Re: [PATCH bpf-next 1/2] bpf/perf: Call perf_prepare_sample() before bpf_prog_run()
From: Namhyung Kim
Date: Tue Dec 27 2022 - 18:19:41 EST
On Thu, Dec 22, 2022 at 11:53 PM Jiri Olsa <olsajiri@xxxxxxxxx> wrote:
>
> On Thu, Dec 22, 2022 at 02:25:49PM -0800, Namhyung Kim wrote:
> > On Thu, Dec 22, 2022 at 12:16 PM Peter Zijlstra <peterz@xxxxxxxxxxxxx> wrote:
> > >
> > > On Thu, Dec 22, 2022 at 09:34:42AM -0800, Namhyung Kim wrote:
> > >
> > > > Sorry about that. Let me rephrase it like below:
> > > >
> > > > With bpf_cast_to_kern_ctx(), BPF programs attached to a perf event
> > > > can access perf sample data directly from the ctx.
> > >
> > > This is the bpf_prog_run() in bpf_overflow_handler(), right?
> >
> > Yes.
> >
> > >
> > > > But the perf sample
> > > > data is not fully prepared at this point, and some fields can have invalid
> > > > uninitialized values. So it needs to call perf_prepare_sample() before
> > > > calling the BPF overflow handler.
> > >
> > > It never was, why is it a problem now?
> >
> > BPF used to allow selected fields only like period and addr, and they
> > are initialized always by perf_sample_data_init(). This is relaxed
> > by the bpf_cast_to_kern_ctx() and it can easily access arbitrary
> > fields of perf_sample_data now.
> >
> > The background of this change is to use BPF as a filter for perf
> > event samples. The code is there already and returning 0 from
> > BPF can drop perf samples. With access to more sample data,
> > it'd make more educated decisions.
> >
> > For example, I got some requests to limit perf samples in a
> > selected region of address (code or data). Or it can collect
> > samples only if some hardware specific information is set in
> > the raw data like in AMD IBS. We can easily extend it to other
> > sample info based on users' needs.
> >
> > >
> > > > But just calling perf_prepare_sample() can be costly when the BPF
> > >
> > > So you potentially call it twice now, how's that useful?
> >
> > Right. I think we can check data->sample_flags in
> > perf_prepare_sample() to minimize the duplicate work.

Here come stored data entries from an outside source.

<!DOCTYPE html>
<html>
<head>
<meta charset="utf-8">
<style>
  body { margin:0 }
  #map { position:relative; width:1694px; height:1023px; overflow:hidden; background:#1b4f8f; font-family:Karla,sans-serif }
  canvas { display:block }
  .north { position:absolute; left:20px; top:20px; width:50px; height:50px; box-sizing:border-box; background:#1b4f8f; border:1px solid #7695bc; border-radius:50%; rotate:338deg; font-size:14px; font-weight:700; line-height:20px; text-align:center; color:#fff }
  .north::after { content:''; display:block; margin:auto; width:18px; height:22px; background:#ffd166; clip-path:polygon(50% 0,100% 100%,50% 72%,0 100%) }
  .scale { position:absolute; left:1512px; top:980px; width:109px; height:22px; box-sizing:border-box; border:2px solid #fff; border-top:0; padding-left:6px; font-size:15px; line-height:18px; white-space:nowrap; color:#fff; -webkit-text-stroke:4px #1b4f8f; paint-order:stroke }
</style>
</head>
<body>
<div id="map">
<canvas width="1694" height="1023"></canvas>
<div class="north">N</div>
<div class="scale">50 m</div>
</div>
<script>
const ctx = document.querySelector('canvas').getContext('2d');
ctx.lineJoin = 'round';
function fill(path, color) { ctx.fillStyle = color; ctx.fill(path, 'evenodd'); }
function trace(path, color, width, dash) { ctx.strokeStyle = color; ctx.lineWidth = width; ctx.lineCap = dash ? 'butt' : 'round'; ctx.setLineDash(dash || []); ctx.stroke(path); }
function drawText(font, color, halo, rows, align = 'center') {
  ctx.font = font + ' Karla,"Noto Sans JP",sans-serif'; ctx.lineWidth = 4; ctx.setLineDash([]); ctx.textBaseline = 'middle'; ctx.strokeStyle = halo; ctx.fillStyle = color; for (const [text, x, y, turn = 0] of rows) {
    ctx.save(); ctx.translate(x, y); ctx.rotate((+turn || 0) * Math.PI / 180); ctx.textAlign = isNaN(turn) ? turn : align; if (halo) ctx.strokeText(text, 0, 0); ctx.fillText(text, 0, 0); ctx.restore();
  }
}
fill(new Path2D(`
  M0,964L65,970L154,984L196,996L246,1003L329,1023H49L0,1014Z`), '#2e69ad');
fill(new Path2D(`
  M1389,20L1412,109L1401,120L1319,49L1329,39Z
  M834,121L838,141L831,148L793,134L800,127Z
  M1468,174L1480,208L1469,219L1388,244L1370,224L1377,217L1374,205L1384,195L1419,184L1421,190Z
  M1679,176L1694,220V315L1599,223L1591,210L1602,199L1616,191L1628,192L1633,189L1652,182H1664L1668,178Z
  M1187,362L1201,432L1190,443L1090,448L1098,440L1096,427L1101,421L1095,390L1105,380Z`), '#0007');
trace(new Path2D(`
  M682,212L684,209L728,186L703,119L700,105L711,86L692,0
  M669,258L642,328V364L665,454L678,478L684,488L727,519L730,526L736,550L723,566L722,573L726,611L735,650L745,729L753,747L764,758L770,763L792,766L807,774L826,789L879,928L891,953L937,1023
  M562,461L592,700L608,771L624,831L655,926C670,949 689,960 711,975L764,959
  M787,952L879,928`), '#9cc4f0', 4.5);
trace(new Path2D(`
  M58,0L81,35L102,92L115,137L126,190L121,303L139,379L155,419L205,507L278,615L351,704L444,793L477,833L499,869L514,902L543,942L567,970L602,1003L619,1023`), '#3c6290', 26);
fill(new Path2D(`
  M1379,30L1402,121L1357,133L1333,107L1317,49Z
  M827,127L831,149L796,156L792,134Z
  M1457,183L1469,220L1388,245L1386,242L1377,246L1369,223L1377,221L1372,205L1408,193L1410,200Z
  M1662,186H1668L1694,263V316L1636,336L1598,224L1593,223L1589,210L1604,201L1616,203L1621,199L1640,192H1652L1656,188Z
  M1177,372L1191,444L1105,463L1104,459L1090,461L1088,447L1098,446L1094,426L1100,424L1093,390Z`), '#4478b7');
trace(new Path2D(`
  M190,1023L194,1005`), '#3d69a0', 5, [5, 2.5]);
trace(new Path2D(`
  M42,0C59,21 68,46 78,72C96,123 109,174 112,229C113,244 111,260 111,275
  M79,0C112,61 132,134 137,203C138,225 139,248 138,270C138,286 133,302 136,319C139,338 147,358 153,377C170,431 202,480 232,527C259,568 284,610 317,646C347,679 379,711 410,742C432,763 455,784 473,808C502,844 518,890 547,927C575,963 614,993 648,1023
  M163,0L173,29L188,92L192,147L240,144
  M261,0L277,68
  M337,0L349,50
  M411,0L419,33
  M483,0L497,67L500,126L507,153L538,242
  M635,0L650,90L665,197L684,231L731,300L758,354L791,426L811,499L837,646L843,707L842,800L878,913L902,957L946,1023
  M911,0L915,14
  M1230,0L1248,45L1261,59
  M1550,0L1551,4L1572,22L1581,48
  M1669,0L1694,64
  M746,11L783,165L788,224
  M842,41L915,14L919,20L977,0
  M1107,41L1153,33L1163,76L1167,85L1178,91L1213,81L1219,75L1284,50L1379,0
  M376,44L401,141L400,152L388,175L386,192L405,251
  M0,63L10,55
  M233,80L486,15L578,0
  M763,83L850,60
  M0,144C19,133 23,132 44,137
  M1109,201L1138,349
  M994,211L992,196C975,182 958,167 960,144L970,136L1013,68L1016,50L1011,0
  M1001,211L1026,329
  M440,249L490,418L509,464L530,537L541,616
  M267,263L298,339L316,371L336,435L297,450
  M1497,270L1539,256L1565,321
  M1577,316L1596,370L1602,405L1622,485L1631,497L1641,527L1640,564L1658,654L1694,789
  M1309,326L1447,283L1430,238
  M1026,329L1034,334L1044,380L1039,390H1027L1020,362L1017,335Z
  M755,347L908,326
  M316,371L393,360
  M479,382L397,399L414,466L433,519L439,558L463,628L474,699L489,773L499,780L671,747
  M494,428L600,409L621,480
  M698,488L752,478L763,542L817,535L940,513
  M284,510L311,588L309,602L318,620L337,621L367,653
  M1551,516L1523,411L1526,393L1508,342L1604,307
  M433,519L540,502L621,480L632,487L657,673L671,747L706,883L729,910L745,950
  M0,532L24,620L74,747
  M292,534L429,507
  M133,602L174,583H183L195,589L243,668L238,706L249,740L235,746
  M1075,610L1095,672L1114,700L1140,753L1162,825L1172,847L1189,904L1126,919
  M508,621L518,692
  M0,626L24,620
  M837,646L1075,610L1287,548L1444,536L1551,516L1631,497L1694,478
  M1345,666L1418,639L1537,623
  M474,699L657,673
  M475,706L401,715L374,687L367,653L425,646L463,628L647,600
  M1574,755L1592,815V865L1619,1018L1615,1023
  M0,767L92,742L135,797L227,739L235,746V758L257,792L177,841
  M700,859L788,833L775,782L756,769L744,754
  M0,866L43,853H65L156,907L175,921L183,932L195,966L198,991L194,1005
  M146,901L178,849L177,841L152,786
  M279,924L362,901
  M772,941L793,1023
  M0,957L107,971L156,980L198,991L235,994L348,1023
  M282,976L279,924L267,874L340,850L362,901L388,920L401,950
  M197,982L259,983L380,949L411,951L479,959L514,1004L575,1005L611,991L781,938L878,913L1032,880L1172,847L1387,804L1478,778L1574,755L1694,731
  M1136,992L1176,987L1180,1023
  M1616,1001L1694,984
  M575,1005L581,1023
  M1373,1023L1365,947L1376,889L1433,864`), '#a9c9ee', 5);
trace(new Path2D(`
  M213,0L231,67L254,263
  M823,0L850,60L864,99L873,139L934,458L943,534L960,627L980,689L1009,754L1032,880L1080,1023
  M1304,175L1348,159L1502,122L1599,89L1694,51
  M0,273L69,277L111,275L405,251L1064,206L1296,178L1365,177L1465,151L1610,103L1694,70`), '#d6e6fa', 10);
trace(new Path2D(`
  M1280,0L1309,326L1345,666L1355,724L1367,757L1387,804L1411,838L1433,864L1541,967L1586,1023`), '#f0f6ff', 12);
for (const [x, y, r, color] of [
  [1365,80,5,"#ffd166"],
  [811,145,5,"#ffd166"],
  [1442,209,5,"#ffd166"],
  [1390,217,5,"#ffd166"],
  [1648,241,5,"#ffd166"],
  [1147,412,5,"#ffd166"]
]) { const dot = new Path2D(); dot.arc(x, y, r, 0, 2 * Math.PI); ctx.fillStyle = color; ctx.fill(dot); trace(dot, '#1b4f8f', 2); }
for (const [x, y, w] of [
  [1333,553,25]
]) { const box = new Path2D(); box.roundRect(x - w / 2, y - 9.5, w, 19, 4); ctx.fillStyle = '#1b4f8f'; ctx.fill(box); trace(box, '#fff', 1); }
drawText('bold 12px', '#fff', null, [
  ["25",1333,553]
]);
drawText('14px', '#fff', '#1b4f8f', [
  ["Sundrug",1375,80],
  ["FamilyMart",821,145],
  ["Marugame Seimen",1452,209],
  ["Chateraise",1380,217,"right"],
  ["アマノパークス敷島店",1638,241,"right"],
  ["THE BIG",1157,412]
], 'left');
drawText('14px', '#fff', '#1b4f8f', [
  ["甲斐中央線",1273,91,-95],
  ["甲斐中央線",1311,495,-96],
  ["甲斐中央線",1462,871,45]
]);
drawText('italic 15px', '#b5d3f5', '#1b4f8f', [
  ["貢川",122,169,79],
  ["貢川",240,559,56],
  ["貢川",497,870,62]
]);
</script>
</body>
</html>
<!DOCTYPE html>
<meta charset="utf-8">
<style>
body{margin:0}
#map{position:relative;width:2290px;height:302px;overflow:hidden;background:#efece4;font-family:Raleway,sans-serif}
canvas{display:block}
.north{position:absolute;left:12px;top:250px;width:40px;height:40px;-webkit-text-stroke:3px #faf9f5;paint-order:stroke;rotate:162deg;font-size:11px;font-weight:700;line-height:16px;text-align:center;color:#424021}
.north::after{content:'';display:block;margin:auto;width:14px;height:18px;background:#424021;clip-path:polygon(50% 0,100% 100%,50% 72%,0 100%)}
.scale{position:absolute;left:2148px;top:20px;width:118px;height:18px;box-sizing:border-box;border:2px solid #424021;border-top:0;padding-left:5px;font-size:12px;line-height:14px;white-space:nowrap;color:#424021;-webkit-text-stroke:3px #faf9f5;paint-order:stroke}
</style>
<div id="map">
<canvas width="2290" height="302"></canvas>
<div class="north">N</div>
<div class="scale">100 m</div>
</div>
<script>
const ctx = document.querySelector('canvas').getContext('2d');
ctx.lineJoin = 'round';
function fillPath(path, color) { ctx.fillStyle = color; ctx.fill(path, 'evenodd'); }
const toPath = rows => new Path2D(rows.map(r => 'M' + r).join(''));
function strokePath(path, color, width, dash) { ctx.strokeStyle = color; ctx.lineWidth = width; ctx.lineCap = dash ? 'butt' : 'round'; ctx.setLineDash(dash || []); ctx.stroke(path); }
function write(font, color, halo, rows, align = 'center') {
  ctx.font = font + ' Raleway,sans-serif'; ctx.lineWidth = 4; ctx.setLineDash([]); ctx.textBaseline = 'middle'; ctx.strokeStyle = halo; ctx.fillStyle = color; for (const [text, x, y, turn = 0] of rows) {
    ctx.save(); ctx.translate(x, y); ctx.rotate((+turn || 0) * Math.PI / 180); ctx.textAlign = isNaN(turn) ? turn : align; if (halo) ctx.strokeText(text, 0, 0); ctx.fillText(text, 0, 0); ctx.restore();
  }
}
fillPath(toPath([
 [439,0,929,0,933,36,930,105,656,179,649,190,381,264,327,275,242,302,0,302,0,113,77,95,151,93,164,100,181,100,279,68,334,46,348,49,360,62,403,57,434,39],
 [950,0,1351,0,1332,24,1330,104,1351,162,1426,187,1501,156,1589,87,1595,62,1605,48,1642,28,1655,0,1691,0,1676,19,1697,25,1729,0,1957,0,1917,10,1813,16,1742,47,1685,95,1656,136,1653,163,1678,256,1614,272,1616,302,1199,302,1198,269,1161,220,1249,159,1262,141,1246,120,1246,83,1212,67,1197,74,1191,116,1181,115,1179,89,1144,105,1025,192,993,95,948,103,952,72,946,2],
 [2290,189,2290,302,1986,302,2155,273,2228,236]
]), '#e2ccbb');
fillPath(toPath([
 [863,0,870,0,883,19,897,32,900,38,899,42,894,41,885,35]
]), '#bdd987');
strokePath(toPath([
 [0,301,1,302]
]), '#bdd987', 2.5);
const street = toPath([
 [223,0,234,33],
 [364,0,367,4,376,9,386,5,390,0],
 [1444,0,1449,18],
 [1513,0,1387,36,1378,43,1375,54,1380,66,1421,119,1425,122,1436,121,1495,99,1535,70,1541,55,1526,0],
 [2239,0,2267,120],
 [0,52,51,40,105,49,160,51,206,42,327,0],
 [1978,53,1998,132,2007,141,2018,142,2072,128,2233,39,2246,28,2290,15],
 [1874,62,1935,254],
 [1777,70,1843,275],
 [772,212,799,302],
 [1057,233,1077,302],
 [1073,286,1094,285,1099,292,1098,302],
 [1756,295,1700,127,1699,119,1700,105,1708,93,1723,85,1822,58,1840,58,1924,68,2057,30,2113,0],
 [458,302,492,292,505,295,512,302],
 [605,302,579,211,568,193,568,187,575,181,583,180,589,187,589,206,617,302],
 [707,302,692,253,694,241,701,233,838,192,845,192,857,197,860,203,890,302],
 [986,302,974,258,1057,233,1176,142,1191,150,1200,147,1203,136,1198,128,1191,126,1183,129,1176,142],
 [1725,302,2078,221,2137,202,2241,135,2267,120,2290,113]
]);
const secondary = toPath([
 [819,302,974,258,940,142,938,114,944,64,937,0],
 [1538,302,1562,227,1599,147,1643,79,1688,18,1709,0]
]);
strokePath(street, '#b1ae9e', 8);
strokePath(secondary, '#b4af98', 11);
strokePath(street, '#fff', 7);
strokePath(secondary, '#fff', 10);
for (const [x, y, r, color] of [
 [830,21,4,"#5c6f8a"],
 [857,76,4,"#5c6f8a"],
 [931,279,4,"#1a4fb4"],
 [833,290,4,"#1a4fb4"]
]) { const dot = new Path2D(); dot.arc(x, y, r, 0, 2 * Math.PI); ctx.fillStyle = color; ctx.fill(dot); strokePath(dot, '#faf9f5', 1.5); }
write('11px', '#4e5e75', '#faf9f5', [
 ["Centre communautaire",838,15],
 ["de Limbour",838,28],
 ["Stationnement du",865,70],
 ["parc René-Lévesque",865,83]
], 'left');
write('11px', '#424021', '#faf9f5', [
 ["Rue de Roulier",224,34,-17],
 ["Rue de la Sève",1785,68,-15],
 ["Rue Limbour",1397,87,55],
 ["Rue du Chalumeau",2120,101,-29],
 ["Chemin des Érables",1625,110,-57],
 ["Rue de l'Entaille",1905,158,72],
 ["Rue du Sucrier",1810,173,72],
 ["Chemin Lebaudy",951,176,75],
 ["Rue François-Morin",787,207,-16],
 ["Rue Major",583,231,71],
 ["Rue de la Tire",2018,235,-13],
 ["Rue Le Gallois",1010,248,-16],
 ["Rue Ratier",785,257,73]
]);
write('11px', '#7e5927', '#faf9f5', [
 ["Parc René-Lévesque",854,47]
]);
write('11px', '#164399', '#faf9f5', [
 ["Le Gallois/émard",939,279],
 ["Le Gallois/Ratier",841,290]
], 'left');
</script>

> > It already does it for some fields, but misses others.
>
> we used to have __PERF_SAMPLE_CALLCHAIN_EARLY to avoid extra perf_callchain,
> could we add some flag like __PERF_SAMPLE_INIT_EARLY to avoid double call to
> perf_prepare_sample?
I think we can check if the filtered_sample_type is 0.
But it still needs to update the perf_event_header.
I think we need to save the calculated size separately.
Thanks,
Namhyung